* _SUPPLIED DATA_:
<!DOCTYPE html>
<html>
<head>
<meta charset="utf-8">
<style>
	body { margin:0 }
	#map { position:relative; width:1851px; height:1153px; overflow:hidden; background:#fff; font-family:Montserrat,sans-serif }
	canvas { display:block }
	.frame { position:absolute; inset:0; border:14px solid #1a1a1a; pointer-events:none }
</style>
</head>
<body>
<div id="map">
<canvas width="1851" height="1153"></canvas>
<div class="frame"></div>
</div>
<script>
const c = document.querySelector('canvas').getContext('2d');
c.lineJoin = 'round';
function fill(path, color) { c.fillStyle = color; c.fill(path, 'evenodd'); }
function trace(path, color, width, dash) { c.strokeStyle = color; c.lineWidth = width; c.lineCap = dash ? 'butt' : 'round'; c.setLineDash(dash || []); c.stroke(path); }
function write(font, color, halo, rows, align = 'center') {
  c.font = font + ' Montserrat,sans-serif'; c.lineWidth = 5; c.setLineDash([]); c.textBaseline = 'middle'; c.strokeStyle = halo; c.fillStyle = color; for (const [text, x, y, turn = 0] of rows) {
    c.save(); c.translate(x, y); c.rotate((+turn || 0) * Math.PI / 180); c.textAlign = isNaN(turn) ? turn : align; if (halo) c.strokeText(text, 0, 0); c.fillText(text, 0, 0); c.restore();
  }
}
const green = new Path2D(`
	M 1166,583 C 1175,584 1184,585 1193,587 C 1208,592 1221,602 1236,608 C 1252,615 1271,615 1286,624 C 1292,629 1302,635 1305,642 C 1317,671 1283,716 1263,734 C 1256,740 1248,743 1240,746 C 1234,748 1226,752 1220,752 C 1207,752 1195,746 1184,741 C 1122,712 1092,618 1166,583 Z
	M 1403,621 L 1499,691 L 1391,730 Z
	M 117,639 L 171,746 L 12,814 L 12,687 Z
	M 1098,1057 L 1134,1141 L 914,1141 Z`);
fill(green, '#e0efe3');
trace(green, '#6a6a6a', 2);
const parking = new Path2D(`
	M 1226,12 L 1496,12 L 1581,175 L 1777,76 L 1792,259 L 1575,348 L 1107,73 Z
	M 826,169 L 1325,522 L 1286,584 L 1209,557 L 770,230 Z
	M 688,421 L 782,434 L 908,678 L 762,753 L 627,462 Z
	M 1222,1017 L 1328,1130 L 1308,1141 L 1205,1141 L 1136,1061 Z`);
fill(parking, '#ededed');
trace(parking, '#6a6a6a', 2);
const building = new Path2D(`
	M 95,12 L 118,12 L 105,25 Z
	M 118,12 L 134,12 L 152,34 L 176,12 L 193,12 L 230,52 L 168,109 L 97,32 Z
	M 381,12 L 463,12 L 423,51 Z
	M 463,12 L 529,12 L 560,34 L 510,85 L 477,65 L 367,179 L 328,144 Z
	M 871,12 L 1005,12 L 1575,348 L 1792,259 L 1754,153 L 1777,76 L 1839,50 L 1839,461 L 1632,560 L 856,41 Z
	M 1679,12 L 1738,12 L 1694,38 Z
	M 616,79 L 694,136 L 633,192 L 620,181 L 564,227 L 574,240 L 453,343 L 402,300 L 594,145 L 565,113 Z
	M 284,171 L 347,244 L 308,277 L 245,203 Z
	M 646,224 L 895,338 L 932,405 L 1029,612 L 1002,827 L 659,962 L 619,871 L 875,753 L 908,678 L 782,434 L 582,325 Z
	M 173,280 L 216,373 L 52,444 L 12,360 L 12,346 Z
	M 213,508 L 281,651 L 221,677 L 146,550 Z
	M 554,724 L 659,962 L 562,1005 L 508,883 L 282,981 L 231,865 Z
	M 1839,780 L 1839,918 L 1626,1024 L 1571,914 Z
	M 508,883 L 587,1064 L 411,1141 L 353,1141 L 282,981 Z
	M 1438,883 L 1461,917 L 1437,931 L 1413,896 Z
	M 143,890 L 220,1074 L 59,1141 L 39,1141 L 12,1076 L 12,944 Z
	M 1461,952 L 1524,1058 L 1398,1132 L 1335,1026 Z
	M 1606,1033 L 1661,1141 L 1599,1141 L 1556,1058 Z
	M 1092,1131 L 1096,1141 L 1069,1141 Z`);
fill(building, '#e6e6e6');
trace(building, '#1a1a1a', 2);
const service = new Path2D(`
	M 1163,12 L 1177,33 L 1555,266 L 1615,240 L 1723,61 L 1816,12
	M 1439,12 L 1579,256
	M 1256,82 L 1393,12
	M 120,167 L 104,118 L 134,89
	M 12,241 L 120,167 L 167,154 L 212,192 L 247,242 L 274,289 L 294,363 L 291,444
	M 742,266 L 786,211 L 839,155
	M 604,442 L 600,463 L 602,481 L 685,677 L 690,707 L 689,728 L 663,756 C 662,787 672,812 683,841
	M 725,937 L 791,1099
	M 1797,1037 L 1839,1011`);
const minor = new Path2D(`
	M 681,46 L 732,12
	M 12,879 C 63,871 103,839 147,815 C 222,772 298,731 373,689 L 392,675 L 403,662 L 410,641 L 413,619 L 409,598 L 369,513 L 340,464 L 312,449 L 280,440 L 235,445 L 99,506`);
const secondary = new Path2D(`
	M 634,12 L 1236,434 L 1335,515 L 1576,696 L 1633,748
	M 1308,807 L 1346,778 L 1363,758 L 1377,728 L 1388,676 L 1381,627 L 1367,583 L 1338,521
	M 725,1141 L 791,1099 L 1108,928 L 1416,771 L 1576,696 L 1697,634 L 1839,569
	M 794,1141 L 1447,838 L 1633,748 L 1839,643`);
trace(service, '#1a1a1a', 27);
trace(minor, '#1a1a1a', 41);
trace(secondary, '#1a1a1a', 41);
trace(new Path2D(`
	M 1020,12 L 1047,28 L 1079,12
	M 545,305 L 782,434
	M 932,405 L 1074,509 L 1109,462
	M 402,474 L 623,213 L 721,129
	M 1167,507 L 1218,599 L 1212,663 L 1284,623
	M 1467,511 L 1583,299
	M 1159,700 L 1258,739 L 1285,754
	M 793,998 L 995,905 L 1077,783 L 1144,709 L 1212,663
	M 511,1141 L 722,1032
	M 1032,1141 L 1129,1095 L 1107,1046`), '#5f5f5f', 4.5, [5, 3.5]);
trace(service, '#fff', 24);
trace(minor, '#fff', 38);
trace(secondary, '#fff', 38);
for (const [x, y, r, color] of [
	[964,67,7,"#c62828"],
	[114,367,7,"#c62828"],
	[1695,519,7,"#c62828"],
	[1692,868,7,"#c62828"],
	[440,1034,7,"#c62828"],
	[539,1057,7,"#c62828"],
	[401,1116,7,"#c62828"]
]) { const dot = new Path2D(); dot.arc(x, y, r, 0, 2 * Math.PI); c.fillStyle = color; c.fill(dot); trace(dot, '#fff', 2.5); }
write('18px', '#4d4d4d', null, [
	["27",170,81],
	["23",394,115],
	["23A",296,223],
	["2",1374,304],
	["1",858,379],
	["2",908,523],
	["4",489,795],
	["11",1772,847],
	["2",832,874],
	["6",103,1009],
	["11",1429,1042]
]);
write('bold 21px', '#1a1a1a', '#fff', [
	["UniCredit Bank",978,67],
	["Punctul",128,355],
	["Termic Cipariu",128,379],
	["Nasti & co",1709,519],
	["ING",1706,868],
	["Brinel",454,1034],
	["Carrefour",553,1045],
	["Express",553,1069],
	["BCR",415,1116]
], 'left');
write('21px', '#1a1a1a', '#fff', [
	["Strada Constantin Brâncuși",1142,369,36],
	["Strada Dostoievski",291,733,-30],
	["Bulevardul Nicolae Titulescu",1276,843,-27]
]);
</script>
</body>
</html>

* _PROBLEM REQUIREMENTS_: Up to and including the line that holds "function trace(path, color, width, dash)", reproduce the records above exactly from their first line, and give nothing else.

* _YOUR SOLUTION_:
<!DOCTYPE html>
<html>
<head>
<meta charset="utf-8">
<style>
	body { margin:0 }
	#map { position:relative; width:1851px; height:1153px; overflow:hidden; background:#fff; font-family:Montserrat,sans-serif }
	canvas { display:block }
	.frame { position:absolute; inset:0; border:14px solid #1a1a1a; pointer-events:none }
</style>
</head>
<body>
<div id="map">
<canvas width="1851" height="1153"></canvas>
<div class="frame"></div>
</div>
<script>
const c = document.querySelector('canvas').getContext('2d');
c.lineJoin = 'round';
function fill(path, color) { c.fillStyle = color; c.fill(path, 'evenodd'); }
function trace(path, color, width, dash) { c.strokeStyle = color; c.lineWidth = width; c.lineCap = dash ? 'butt' : 'round'; c.setLineDash(dash || []); c.stroke(path); }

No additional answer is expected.